Em A Tirania do Amor não é só a família de Otávio, o próprio Otávio que se desmoronam; é o próprio Brasil, como se vê neste trecho a seguir, pela boca do filho Daniel:
“O telefonema da filha levou-o à discussão com o filho há um mês, como se ali houvesse fios a ser ligados. Eu não quero fazer parte deste sistema corrupto de que você faz parte. É golpe atrás de golpe. O Brasil está podre. E ele, estúpido – talvez Rachel tenha razão, sem afeto –, tentou explicar: Filho, um país é feito de dinheiro, e a reação agressiva e ofensiva, de uma intensidade nova, um pós-adolescente no limite da histeria, vomitou uma sequência de ofensas.” (página 48)
O questionamento moral é feito, a certa altura, pela filha Lucila; sentados à mesa de um bar, ela faz referência ao livro O Mandarim, de Eça de Queirós:
“— Peguei você! Então. O livro tem aquela linguagem meio antiga, mas é engraçado. Um sujeito recebe uma proposta do diabo: se ele matar um mandarim na China que nunca viu, vai ficar milionário. Assim tipo nunca viu mesmo, não sabe quem é, está lá no outro lado mundo, jamais saberão de seu, assim, “crime” – e Lucila fez as aspas com os dedos. — É só ele concordar em matar, sem mover um dedo e “tchan!”, está rico. Fiquei pensando se eu mataria um mandarim chinês nessas condições. Já pensou? Você mataria um mandarim? Uma coisa completamente sem culpa.” (página 47)
E ainda:
“— E então, pai? Você mataria um mandarim?
Eu mataria a minha mulher? É pouco provável, calculando todas as variáveis. De caso pensado – ele parou, avaliando com alguma frieza a hipótese – jamais, não, nunca.
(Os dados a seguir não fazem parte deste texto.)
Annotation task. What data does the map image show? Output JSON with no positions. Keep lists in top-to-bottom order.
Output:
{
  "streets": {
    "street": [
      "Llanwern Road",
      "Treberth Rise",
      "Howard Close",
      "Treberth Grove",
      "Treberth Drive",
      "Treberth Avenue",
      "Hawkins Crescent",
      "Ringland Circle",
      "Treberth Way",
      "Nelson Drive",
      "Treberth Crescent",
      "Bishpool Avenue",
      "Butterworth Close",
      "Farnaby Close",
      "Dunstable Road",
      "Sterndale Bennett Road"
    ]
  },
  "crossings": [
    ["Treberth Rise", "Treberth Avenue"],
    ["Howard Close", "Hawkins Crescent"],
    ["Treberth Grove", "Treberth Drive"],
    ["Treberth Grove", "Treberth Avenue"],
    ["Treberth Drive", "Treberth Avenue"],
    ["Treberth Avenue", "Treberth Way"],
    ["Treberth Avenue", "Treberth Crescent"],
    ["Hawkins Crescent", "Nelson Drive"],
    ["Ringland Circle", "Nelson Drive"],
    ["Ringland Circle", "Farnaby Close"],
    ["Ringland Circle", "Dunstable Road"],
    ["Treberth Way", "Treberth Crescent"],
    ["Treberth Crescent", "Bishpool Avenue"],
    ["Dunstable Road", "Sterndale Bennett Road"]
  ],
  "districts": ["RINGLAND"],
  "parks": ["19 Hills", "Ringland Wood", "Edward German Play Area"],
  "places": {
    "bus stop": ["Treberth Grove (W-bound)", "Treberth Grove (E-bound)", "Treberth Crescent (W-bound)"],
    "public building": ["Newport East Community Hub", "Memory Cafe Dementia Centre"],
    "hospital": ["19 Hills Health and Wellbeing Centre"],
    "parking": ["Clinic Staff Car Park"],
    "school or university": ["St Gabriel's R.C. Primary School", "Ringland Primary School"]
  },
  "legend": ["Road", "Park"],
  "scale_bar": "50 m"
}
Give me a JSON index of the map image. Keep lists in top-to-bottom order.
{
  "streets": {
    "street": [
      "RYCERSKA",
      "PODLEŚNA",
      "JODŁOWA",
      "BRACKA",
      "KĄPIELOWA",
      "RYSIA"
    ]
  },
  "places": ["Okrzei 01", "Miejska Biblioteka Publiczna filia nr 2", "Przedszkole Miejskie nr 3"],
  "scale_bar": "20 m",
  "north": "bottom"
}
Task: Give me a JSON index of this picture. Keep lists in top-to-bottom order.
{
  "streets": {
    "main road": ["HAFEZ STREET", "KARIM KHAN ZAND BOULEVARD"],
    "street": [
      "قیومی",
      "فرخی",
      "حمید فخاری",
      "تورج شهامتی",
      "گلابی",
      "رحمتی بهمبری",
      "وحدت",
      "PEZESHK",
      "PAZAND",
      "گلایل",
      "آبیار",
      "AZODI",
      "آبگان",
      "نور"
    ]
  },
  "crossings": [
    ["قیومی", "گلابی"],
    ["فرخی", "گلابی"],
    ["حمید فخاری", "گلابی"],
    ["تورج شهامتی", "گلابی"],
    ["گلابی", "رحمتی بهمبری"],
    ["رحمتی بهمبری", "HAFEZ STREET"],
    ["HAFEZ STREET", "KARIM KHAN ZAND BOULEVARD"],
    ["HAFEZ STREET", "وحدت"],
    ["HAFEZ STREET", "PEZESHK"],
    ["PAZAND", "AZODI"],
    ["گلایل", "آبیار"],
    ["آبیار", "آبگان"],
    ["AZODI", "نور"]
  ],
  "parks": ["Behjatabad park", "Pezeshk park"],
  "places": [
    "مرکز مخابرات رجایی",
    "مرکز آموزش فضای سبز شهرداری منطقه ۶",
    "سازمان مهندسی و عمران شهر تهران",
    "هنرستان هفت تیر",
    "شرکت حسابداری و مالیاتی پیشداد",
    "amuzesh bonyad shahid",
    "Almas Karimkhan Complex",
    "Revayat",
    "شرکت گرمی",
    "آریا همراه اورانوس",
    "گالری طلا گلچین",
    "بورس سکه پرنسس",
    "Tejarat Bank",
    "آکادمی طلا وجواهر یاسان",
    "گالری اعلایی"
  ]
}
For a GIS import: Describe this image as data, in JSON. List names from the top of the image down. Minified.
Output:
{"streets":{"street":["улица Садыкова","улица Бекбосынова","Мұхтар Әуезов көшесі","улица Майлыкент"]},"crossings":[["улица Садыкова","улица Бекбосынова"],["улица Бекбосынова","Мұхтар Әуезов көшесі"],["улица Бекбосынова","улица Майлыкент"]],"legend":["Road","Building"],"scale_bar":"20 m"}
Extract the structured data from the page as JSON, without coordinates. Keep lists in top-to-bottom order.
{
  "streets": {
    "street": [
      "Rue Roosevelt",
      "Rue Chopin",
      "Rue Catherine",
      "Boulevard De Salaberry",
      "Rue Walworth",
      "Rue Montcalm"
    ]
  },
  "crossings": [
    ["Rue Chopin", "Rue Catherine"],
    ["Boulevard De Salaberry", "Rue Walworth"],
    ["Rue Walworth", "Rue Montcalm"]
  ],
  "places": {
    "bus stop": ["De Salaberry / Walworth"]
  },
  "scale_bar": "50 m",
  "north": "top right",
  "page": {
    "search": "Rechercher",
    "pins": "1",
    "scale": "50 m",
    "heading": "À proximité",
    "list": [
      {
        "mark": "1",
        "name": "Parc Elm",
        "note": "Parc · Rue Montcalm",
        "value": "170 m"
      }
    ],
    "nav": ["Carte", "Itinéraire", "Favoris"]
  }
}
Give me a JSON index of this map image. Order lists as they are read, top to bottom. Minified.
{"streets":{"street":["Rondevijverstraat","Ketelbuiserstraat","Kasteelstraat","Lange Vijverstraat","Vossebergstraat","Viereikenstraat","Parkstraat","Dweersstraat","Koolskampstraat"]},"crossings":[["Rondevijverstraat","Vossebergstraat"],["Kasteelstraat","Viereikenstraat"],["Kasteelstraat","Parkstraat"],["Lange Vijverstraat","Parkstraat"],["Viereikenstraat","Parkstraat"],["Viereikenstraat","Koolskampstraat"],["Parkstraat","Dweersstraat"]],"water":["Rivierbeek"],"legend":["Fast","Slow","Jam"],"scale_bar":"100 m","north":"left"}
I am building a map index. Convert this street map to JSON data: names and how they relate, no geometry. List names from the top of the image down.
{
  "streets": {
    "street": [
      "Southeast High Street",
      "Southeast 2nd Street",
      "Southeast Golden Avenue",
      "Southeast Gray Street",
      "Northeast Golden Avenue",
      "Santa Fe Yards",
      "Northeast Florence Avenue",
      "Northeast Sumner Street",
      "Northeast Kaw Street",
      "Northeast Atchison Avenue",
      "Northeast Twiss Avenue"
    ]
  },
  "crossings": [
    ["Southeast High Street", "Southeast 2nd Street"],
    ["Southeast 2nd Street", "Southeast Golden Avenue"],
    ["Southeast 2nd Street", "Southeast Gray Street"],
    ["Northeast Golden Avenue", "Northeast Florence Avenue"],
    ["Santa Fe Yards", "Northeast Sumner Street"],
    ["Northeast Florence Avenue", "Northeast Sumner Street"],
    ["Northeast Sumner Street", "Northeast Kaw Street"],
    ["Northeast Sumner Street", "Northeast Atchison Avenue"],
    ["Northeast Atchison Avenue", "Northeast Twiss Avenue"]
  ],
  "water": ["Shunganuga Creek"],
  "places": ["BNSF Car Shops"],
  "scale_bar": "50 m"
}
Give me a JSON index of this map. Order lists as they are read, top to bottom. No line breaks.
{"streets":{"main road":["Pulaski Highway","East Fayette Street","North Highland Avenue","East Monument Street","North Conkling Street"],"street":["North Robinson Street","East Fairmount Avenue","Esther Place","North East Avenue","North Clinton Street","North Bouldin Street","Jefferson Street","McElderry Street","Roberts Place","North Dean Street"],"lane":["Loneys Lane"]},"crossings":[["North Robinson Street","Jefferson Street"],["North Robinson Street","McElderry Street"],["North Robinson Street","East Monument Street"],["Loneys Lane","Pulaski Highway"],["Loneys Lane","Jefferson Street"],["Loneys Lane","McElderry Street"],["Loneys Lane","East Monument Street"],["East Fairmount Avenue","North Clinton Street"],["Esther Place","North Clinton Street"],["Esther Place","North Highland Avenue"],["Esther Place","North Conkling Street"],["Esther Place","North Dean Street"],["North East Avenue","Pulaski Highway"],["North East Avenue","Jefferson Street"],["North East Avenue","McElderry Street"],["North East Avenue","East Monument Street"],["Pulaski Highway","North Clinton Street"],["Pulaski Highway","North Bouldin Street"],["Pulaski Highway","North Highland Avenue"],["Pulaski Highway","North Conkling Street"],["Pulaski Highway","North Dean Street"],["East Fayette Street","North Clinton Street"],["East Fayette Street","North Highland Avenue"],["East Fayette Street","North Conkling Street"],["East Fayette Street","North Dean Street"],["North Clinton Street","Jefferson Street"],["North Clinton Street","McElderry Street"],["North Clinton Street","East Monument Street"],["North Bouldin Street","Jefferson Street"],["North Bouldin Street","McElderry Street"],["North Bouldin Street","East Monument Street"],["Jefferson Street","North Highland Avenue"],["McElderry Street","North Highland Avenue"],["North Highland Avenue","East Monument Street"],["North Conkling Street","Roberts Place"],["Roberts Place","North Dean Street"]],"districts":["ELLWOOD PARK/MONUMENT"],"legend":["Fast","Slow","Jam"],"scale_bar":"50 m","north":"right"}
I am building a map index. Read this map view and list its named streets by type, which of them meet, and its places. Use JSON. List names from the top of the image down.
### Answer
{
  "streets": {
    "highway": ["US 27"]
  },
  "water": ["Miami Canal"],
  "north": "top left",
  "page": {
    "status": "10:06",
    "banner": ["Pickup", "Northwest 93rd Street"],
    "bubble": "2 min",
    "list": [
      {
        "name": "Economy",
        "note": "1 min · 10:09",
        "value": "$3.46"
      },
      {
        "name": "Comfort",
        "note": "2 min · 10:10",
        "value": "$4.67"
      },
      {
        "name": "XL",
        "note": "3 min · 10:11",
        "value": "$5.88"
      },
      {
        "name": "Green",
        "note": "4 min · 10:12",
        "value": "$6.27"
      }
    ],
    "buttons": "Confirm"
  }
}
A única possibilidade seria um gesto de violenta emoção, num momento de ofensas mútuas insuportáveis, um gesto errático numa discussão alucinada, uma faca surgida do acaso, uma cadeira na cabeça, um empurrão único sob azares intangíveis resultando num baque inacreditável na nuca e um silêncio eterno. Mas não foi minha intenção, senhores jurados, ele diria, réu e advogado, ou talvez no outro lado do balcão, um severo juiz de peruca num seriado da BBC.” (página 55)
Aquela decisão inicial, de abstinência sexual, Otávio não a consegue sustentar, como era de se prever. Mas nem com a amante, Débora, cujo filho único, anterior ao relacionamento com Otávio, ela havia perdido para o crack – ele consegue algum equilíbrio. Logo a seguir, vem uma conversa tensa entre o casal, com toques de refinada ironia por parte do narrador cerebral, em um trecho caracterizado pelo discurso livre indireto:
“— Mas não vamos falar disso agora. Com a morte do menino – e ele pensou naquele menino sem nome que ela evocava como uma imagem apagada do passado – eu respirei fundo e recomecei. Apagar o passado. Retomar a vida do zero absoluto.
— O zero absoluto é frio demais: exatamente menos duzentos e setenta e três graus vírgula quinze na escala Celsius. Aqueça-se um pouco mais.
Ela deu uma risada explosiva (como alguém que estava precisando disso há muitos anos, ele comentaria com ela dali a algumas horas) e tocou o seu joelho com a mão, o que me deu um surto repentino de felicidade, aquele breve calor dos dedos que me tocaram com uma força milimetricamente superior a um simples toque ocasional. Eu também estava precisando disso há muitos anos. Ela sorriu no escuro da sala vazia, selou-o com um beijo e disse: É mesmo? Você percebeu?” (página 115)
Com toda a racionalidade com que analisa o mundo que o cerca e a si próprio, Otávio se torna amargurado. Se o mundo de afetos, imprevisível como é, o leva, por isso mesmo, a tentar abdicar dos relacionamentos, do amor em síntese, a ferramenta da racionalidade – é tudo o que lhe sobra – se revela incapaz de consertar o mundo despencado ao seu redor. Otávio analisa saídas para seus dramas; mas há uma tragicomicidade em tudo aquilo, o personagem se vê dentro de um mar de vulgaridade – o clichê aqui é proposital – dentro de um país mergulhado no ódio entre as facções partidárias.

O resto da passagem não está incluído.